Claims 1 as granted reads as follows:
"1. A three-dimensional structure for use in a method of implanting into a heart of human to treat dilated cardiomyopathy, dilated phase hypertrophic cardiomyopathy or ischemic heart disease, comprising a cell derived from a part other than myocardium of an adult,
wherein the three-dimensional structure is free from a scaffold, and has at least 6 cm**(2) area, and wherein the cell is a myoblast."

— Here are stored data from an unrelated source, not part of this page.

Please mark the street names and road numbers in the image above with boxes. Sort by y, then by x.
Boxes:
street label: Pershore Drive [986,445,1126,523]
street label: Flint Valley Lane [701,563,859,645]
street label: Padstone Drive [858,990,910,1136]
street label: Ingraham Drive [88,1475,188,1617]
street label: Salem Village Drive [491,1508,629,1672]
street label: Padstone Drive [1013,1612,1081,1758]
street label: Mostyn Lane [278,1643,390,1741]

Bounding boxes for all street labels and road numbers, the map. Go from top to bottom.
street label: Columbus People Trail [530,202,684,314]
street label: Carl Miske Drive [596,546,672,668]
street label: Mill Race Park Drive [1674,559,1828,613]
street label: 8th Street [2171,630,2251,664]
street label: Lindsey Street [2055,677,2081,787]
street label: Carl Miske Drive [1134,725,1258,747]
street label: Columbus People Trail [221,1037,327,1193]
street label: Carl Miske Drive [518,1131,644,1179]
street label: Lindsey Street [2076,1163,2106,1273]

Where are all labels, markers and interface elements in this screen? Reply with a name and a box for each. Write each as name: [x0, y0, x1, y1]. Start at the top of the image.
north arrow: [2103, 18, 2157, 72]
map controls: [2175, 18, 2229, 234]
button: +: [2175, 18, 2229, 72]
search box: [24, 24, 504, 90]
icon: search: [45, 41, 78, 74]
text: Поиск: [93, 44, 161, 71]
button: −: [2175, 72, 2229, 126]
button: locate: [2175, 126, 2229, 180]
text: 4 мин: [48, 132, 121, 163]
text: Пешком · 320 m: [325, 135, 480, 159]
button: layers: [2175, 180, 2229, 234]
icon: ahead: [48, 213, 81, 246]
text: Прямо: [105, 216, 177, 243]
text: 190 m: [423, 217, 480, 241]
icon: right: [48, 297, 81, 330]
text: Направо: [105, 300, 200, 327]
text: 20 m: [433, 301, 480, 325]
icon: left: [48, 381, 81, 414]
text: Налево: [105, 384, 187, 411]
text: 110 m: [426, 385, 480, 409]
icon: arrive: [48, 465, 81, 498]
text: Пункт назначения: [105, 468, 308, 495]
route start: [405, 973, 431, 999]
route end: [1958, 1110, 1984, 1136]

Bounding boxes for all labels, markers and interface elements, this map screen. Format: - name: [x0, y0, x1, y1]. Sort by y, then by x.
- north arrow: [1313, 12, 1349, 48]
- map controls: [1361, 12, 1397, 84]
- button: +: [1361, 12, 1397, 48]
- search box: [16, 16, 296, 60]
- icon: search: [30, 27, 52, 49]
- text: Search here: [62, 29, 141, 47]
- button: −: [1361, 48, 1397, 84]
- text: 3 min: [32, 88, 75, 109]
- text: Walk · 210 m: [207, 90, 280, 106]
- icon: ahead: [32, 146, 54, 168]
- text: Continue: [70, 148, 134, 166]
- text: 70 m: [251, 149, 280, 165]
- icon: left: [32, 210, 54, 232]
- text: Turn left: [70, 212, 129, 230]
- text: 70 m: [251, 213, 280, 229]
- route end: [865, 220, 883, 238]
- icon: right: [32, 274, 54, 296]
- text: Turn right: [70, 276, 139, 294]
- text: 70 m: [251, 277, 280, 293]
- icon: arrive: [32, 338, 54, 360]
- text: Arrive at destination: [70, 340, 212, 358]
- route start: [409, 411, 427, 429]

II. An opposition was filed against the granted patent, the opponent requesting revocation of the patent in its entirety on the grounds of lack of novelty and inventive step (Articles 54(2) and 56 EPC and Article 100(a) EPC), lack of sufficiency of disclosure (Article 100(b) EPC) and added subject-matter (Article 100(c) EPC).
III. During the proceedings before the opposition division, the patent proprietor requested that the opposition be rejected and the patent maintained as granted (main and sole request).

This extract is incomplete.